(Stored items from a collection)
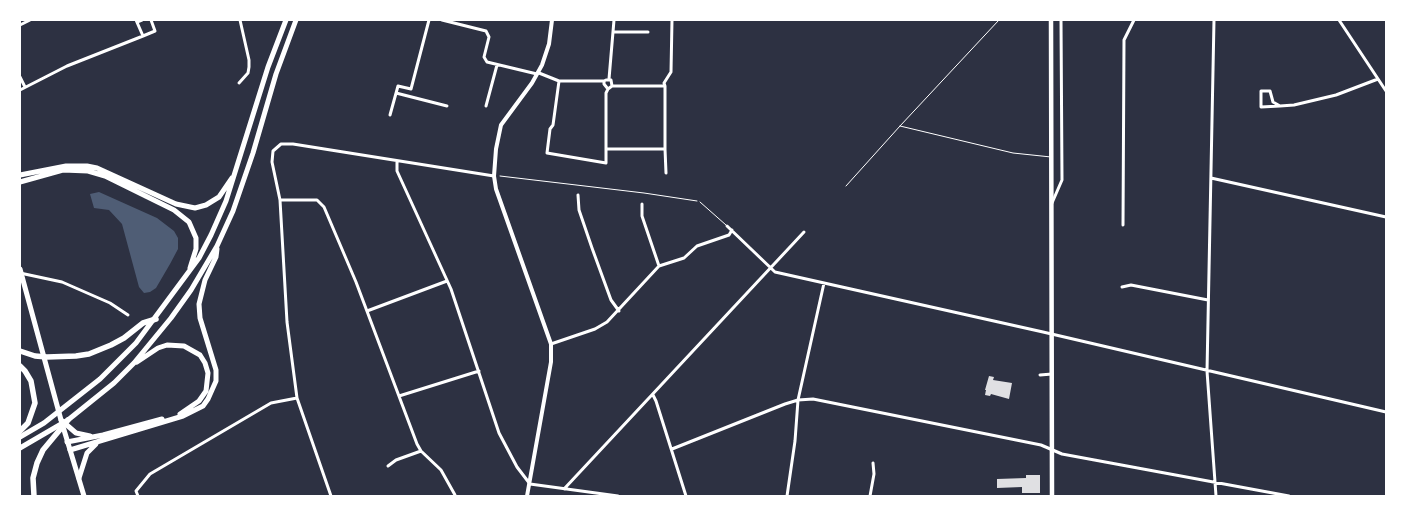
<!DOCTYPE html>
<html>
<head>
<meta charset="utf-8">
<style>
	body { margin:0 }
	#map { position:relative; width:1406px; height:516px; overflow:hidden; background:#2d3142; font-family:"Fira Sans",sans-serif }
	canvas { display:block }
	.frame { position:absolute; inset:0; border:21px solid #fff; pointer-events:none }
</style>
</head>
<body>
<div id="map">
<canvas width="1406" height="516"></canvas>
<div class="frame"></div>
</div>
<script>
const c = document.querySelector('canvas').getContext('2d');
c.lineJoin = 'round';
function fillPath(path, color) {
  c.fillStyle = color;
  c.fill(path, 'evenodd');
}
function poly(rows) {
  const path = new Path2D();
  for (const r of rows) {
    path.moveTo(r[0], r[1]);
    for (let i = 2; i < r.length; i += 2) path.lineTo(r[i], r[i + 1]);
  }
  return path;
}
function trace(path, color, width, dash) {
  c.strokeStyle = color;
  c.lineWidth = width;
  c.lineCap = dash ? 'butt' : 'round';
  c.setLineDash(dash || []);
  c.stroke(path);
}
const water = poly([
	[99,192,157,218,174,231,178,238,178,249,170,264,156,288,150,292,144,293,139,287,122,224,109,210,94,208,90,194]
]);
const building = poly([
	[989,376,994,377,993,380,1012,383,1009,399,991,394,990,396,985,395,986,390,985,390],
	[1026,475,1040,475,1040,493,1022,493,1022,487,997,488,997,479,1026,478]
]);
const path = poly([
	[500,176,644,193,697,201]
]);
const service = poly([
	[900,126,1013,153,1051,157],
	[846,186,900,126,999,20],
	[700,202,726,225]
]);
const minor = poly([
	[136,20,143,36,155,31,151,20],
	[442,20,486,31,489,37,484,57,487,62,537,74],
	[1214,20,1207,371,1216,496],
	[1339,20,1386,91],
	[137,22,142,20],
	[20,25,30,20],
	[613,32,648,32],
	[539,73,559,81,604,81],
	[20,77,25,87],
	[609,79,614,20],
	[559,81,553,125,550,129,547,153,606,163,606,93,608,89],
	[239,83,248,73,249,67,249,60,240,20],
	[665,86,664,83,671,72,672,20],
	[608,89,604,84,604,81,606,80,611,80,612,86],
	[20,90,67,66,143,36],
	[396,93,447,106],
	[486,106,497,65],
	[1280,106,1261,107,1261,91,1270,91,1273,102,1280,106,1294,105,1336,95,1378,79],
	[390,115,398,86,411,89,429,20],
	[606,149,665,149,665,86,612,86,608,89],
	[665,149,666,173],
	[397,161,397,171,451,289,499,433,517,467,530,484,618,496],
	[1211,178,1386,217],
	[578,195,579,210,592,248,611,300,619,311],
	[280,200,317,200,324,207,356,282,417,444,421,451,441,470,455,495],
	[1052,203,1062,180,1061,20],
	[1123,225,1124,40,1134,20],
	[727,226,775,272,1043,332,1386,412],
	[659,266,684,258,697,246,729,235,732,230],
	[20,273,62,282,110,303,128,315],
	[1122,287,1131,285,1208,300],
	[367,311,447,281],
	[551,344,595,329,607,322,659,266,642,216,642,204],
	[1040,375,1052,374],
	[653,395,656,401,686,496],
	[399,396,479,371],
	[672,449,785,404,798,400,813,399,1041,445,1062,454,1289,496],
	[388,466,396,460,421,451],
	[564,489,804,232],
	[138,496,136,491,150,474,271,403,297,398],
	[331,496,297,398,287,322,280,200,272,162,273,151,281,144,293,144,494,176],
	[787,496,795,441,798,400,824,283],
	[870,496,874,474,873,463]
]);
const tertiary = poly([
	[527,496,551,362,551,344,496,189,494,176,496,149,501,125,532,83,542,65,549,44,552,20]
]);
const secondary = poly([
	[1051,20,1052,496]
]);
const primary = poly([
	[20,269,61,420,84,496]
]);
const trunk = poly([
	[20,175,66,166,87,166,97,168,176,204,195,208,206,205,219,197,232,178],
	[20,182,63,170,88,171,105,176,174,210,189,222,196,238,196,249,190,268],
	[137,362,158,348,167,345,184,346,200,355,205,363,208,373,206,391,199,401,180,414],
	[61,420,76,433,90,436],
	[20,437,44,423,100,379,136,343,199,258,211,235,226,201,268,67,286,20],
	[67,442,103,435,162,419],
	[20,448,68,420,114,383,134,363,171,318,191,290,217,246,233,211,253,153,276,74,296,20],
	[70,450,183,416,203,406,208,399,216,381,216,370,200,318,199,304,205,280,216,257,217,249],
	[79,478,87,453,96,444]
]);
const motorway = poly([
	[20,351,35,356,47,357,76,356,89,354,111,345,124,338,143,323,156,319],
	[20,366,25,371,31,381,35,403,28,423,20,431],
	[34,496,33,478,37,463,43,450,68,420]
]);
fillPath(water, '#4f5d75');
fillPath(building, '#e0e0e3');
trace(path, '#fff', 1);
trace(service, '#fff', 1);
trace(minor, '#fff', 3);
trace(tertiary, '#fff', 4);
trace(secondary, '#fff', 4.5);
trace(primary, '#fff', 5);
trace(trunk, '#fff', 5);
trace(motorway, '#fff', 5.5);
</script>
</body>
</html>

- [What is being asked] An exact copy is required of the lines from the start of the records above through the line with "path.moveTo(r[0], r[1]);", and only those, without any pictures.

- [Your response]
<!DOCTYPE html>
<html>
<head>
<meta charset="utf-8">
<style>
	body { margin:0 }
	#map { position:relative; width:1406px; height:516px; overflow:hidden; background:#2d3142; font-family:"Fira Sans",sans-serif }
	canvas { display:block }
	.frame { position:absolute; inset:0; border:21px solid #fff; pointer-events:none }
</style>
</head>
<body>
<div id="map">
<canvas width="1406" height="516"></canvas>
<div class="frame"></div>
</div>
<script>
const c = document.querySelector('canvas').getContext('2d');
c.lineJoin = 'round';
function fillPath(path, color) {
  c.fillStyle = color;
  c.fill(path, 'evenodd');
}
function poly(rows) {
  const path = new Path2D();
  for (const r of rows) {
    path.moveTo(r[0], r[1]);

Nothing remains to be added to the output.